Vulnerable Senate Democrats in the so-called Blue Wall states have been distancing themselves from the Biden-Harris administration and going so far as to embrace the policies of Republican presidential nominee Donald Trump in the waning days of their reelection campaigns.

   Democrat Sens. Bob Casey of Pennsylvania, Tammy Baldwin of Wisconsin, and Rep. Elissa Slotkin, who’s running for the open Senate seat in Michigan, have appealed to Trump voters while turning their backs on the Democrat presidential nominee in the hopes of getting reelected, The Hill reported Tuesday.

   Casey launched an ad last week embracing Trump’s tariffs and saying he “bucked Biden to protect fracking.” Baldwin launched an ad praising Trump for signing her “Made in America” bill.
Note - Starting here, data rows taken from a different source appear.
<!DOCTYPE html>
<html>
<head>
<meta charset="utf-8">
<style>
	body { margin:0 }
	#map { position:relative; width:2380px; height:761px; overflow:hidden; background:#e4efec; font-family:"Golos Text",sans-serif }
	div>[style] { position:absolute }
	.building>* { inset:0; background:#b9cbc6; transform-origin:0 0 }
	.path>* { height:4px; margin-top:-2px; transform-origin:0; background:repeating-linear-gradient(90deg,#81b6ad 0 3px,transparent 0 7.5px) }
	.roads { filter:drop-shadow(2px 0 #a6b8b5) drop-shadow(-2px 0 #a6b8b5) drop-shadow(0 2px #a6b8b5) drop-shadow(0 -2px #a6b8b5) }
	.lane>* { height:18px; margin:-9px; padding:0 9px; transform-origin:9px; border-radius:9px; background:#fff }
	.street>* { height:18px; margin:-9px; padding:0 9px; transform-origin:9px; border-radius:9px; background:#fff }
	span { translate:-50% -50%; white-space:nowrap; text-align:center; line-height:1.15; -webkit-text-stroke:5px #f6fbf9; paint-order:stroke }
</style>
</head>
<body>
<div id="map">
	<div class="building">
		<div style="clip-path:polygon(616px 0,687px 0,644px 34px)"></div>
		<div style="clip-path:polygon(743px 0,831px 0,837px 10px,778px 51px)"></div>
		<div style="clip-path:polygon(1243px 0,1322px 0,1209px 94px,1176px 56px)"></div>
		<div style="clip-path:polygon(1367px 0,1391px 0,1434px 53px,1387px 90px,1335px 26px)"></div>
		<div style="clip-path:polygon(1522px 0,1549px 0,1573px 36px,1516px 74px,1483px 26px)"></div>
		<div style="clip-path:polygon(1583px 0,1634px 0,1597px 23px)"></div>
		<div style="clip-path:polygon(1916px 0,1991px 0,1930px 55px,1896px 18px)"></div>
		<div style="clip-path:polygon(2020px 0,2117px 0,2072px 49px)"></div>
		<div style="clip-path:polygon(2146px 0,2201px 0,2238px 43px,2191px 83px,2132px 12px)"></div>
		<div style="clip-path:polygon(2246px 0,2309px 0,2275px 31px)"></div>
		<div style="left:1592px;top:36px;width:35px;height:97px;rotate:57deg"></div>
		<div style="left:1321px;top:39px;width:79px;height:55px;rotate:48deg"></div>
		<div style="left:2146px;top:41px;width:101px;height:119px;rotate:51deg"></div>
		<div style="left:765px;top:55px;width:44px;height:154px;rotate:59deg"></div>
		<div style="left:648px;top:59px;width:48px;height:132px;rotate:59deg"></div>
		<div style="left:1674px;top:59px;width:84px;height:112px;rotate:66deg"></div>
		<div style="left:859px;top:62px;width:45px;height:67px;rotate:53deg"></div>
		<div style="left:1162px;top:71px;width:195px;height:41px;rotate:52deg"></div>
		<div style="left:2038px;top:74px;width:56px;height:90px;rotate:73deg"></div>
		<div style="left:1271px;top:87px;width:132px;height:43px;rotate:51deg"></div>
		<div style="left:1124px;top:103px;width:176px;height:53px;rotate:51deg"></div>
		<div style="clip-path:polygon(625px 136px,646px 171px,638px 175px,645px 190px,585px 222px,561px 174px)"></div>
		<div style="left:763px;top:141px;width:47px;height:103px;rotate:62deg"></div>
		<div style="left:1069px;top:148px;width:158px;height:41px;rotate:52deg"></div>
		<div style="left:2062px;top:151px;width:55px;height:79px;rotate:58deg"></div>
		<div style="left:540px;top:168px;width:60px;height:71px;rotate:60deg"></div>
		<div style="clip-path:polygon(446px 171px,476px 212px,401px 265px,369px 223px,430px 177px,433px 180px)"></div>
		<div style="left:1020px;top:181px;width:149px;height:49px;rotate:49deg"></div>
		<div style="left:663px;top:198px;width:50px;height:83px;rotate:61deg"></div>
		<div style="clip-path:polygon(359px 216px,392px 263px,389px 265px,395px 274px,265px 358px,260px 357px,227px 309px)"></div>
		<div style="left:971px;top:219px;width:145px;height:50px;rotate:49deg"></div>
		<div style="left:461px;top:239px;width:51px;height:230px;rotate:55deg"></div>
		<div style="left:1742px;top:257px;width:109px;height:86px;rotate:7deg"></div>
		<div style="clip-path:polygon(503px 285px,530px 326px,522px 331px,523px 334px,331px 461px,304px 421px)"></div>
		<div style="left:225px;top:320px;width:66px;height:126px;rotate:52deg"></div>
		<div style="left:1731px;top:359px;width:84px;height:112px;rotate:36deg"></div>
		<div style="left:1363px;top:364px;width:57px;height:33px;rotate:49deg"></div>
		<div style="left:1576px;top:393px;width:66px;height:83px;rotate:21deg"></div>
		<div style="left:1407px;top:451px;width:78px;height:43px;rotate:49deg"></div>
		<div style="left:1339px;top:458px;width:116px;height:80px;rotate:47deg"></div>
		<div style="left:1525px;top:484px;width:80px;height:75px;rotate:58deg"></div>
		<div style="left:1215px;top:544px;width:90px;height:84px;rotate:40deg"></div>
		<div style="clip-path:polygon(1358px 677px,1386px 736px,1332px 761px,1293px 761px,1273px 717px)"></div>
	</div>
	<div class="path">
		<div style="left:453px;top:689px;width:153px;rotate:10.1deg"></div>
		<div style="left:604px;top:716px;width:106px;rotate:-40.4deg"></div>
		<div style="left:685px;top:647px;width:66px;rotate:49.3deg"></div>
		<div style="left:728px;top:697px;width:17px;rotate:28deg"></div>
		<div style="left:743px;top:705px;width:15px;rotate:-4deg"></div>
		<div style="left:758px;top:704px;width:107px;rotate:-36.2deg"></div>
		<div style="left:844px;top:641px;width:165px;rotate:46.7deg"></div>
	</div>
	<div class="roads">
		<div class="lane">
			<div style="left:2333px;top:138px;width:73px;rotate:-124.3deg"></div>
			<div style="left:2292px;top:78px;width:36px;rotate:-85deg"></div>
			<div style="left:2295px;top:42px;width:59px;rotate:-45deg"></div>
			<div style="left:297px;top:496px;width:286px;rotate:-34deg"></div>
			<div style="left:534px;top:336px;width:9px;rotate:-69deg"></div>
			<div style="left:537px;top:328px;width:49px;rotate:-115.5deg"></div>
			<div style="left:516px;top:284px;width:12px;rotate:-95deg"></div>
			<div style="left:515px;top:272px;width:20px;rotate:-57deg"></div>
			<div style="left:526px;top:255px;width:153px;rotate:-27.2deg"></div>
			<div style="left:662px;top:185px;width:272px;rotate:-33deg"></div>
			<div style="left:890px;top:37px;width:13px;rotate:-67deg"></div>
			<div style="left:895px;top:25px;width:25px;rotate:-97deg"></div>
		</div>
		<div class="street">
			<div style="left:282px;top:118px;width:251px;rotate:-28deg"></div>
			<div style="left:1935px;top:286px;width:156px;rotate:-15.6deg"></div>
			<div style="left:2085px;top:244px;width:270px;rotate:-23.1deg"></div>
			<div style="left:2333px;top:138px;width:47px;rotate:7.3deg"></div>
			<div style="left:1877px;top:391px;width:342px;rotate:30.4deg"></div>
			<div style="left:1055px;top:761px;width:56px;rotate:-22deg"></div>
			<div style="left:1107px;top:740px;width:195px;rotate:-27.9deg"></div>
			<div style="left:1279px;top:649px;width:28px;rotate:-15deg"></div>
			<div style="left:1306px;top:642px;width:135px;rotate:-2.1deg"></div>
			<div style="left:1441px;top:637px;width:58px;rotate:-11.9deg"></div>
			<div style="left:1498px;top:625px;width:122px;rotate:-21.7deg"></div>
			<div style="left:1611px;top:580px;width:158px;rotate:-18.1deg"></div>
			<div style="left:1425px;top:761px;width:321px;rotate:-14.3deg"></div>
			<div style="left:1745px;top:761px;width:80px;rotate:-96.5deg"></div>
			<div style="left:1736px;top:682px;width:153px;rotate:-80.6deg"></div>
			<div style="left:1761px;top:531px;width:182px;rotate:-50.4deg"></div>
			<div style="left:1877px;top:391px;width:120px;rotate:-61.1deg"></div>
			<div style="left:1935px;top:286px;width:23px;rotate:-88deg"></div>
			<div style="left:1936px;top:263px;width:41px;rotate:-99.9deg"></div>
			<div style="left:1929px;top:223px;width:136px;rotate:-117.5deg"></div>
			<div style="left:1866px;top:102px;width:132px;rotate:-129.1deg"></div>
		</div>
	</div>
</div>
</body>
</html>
   The National Republican Senatorial Committee (NRSC) on Monday rebuked the senators for their hypocrisy.

   “These Senate Democrats all voted to impeach President Trump twice, so it is surprising that they are now running ads praising his work as President. Disingenuousness aside, these are the type of ads you run if you think your nominee for president is going to lose,” NRSC communications director Mike Berg said.

   Slotkin began in August, running an ad touting Trump signing her law on drug prices, Axios reported.

   Perhaps the two most vulnerable Democrat incumbent senators, Jon Tester in Montana and Sherrod Brown in Ohio, have done the same. Tester appealed to “lifelong Republicans” in an ad while Brown earlier this year touted a bill of his Trump signed to stop drugs at the border, according to Axios.

   Polling in the three Blue Wall states shows Trump and Vice President Kamala Harris neck and neck. But in Pennsylvania, Casey’s ad set out to frame himself as an independent.

   “There’s no party affiliation in Casey ads. I don’t recall seeing any that say ‘Democrat’ or anything like that. He’s running as an incumbent on his own record,” Berwood Yost, director of the Center for Public Opinion Research at Franklin & Marshall College told The Hill. “He’s trying to distance himself a little bit from an administration that is viewed negatively by the most part. He doesn’t want to be tied to that either through Biden or Harris,” he said.